Sun in Splendor describes today perfectly! Beautiful and sunny. This has notes of dark amber, agarwood CO2, calendula blooms, a drop of honey, clover, rich wood and bergamot. Oh wow this is a beautiful and bright scent! The agarwood and amber are deep and fragrant giving the most golden of glows to the blend. Honey keeps it sweet nad the clover gives it a nice greenness. There’s a touch of floral in the blend that doesn’t overwhelm but gives it that lovely out door feeling. It’s crisp, clean, golden and gleaming – just a perfect blend for that perfect Spring day.
Dans Le Jardin has notes of freshly turned earth, hyacinths, tulips, lily of the valley, tender green leaves, ivy, unripe strawberries and the very first buds of lavender not yet bloomed. Oh nice – this is a fresh blast of beautiful moist earth with a lovely dew covered greenness surrounding it. The florals are new and soft, just starting to release their scent. This scent is the perfect scent for Spring and that week or two where you are planting your garden at the beginning of the season (which in Ohio is just after Mother’s Day) and you get the lovely scents of the earth and plants. You can really feel the sun and the earth and the life flowing around you.

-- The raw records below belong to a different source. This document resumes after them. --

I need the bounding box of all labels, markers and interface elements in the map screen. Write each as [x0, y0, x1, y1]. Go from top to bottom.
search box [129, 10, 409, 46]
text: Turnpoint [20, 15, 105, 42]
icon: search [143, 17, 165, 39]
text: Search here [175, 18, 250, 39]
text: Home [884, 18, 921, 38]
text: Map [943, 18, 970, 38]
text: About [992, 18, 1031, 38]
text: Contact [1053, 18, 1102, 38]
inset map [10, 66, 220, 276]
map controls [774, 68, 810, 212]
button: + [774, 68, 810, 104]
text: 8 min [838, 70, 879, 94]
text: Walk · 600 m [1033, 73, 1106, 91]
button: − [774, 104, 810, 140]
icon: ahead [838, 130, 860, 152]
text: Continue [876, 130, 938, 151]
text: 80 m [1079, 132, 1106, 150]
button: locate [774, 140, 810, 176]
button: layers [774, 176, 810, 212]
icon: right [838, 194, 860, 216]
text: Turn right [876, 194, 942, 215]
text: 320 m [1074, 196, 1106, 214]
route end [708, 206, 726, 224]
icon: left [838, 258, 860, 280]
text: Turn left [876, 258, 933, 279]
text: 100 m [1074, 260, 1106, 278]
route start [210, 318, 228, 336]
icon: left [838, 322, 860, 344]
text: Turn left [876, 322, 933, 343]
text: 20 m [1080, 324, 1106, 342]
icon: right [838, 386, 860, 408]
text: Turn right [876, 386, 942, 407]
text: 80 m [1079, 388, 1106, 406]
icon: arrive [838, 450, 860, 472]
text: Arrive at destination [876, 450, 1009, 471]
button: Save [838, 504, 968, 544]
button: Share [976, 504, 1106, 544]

June Jardin is next and it boasts notes of Gardenia, Orange blossoms, white wisteria, osmanthus, muguet and moonflower. This blend opens with a blast of muget and orange blossoms. There’s something almost spicy about this and the moonflower gives a beautiful sweet and dewy scent. After it’s sat for a while the florals float and shift in the breeze. It remains with a touch of spice and heady florals.
Le Verger has notes that include old growth trees, a field of clover, peaches, pears, nectarines, citrus blossoms, ripe apples, apple blossoms, unripe figs and fig leaves. Oh wow this is fruity and juicy! There’s just a hint of greenness to cut through the fruit so it isn’t too overwhelming. I love the way this makes me think of picnics with fruit salads! Also, there’s a touch of wood from those old growth trees. Very pretty, sweet, and uplifting!
Jardin Botanique is the one with the pretty blue liquid! It’s notes include Blue Cypress, blue yarrow, lavender maillette, juniper berries, petit grain, bergamot and clary sage, rosewood and just a bit of peppermint. This is peppermint! That fresh, sweet, and minty candy that is usually found during Christmas time! After that initial blast of peppermint I get that nice blue cypress and some juniper with a touch of sage. After the initial blast of peppermint it calms down and gives you the feeling of a deep conifer forest at the height of spring rains.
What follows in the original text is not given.